Mais au-delà de la recherche de ce terrain servant d’antenne et de la mise en place des équipes qui en bénéficient, il est également nécessaire de s’appuyer sur un réseau solide de bénévoles, d’encadrants et d’éducateurs. Les Vert et Rouge peuvent compter sur certains de leurs joueurs séniors pour assurer l’entraînement, ainsi que sur des profils plus rares, à l’image de Pierre Rouquié, entraîneur des minimettes (M15).
Il témoigne : « C’est intéressant de voir les effectifs s’étoffer pour pouvoir travailler dans de meilleures conditions, confie-t-il. On dispose d’un groupe homogène, sérieux et agréable. On accueille volontiers les débutantes qui s’intègrent très bien. C’est aussi appréciable de venir ici, à Mauzac, où il n’y avait pas de rugby auparavant. Depuis, même s’il reste encore des cages de foot sur le terrain, cela ne nous empêche pas de proposer de bons entraînements, d’autant qu’une partie des installations a été aménagée. En tant qu’éducateurs, on a toujours besoin de terrains et de bénévoles ! »
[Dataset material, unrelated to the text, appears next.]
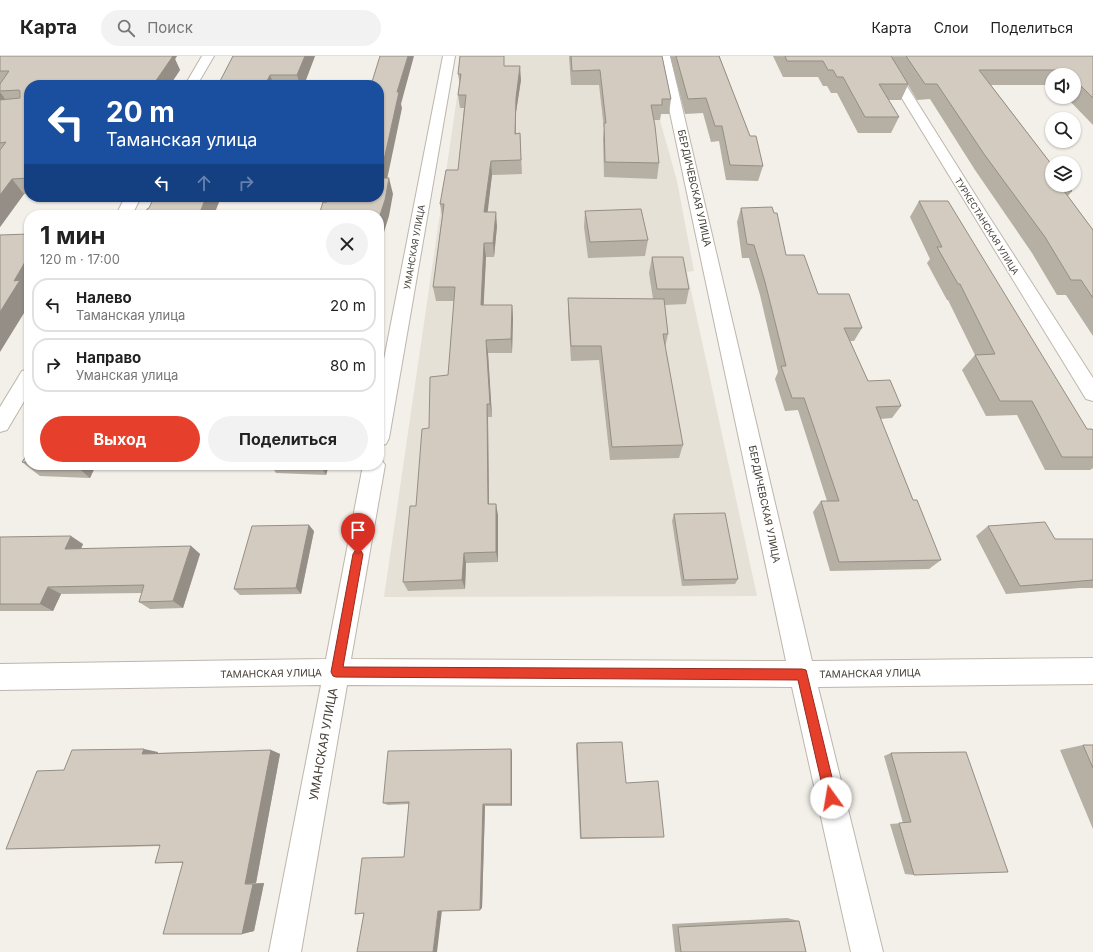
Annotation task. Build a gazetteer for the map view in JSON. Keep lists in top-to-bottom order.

Ancien joueur de Saint-Sulpice, Didier Gasc occupe aujourd’hui le poste de manager général de la section féminine, dans le sillage de sa fille Mélissa, devenue entraîneure des cadettes après avoir porté elle-même les couleurs du club. Installé à seulement trois kilomètres du terrain de Mauzac, il mesure pleinement l’intérêt de cette nouvelle structure. « En hiver, dès qu’il pleut, ce terrain représente un véritable atout, d’autant qu’aucun des clubs de la section ne dispose d’un terrain synthétique », souligne-t-il. Un équipement précieux qui permet au club de maintenir son activité dans de meilleures conditions tout au long de la saison.
Un constat partagé par Mélissa Gasc, qui voit dans cette antenne un véritable levier de progression pour les jeunes joueuses. « Disposer d’un terrain supplémentaire pour ces filles qui ont soif d’apprendre et cherchent à se dépasser est une vraie chance. Nous avons surtout accueilli de nouvelles joueuses dans la catégorie minimes. Et lorsque les autres terrains deviennent impraticables en hiver, celui de Mauzac reste utilisable. Nos entraînements ne sont donc pas annulés. » Une continuité essentielle pour fidéliser les effectifs et accompagner leur progression.
Cette dynamique collective se retrouve également en dehors du terrain. Nombre de joueuses sont amies et fréquentent les mêmes établissements scolaires, ce qui limite fortement les départs d’une saison à l’autre et renforce l’envie de poursuivre l’aventure ensemble. Dans cette même volonté de faire vivre le rugby au-delà du seul cadre du club, l’antenne a déjà permis de développer des actions en milieu scolaire, un axe de travail appelé à se renforcer dans les prochaines années afin de continuer à faire rayonner la discipline sur le territoire.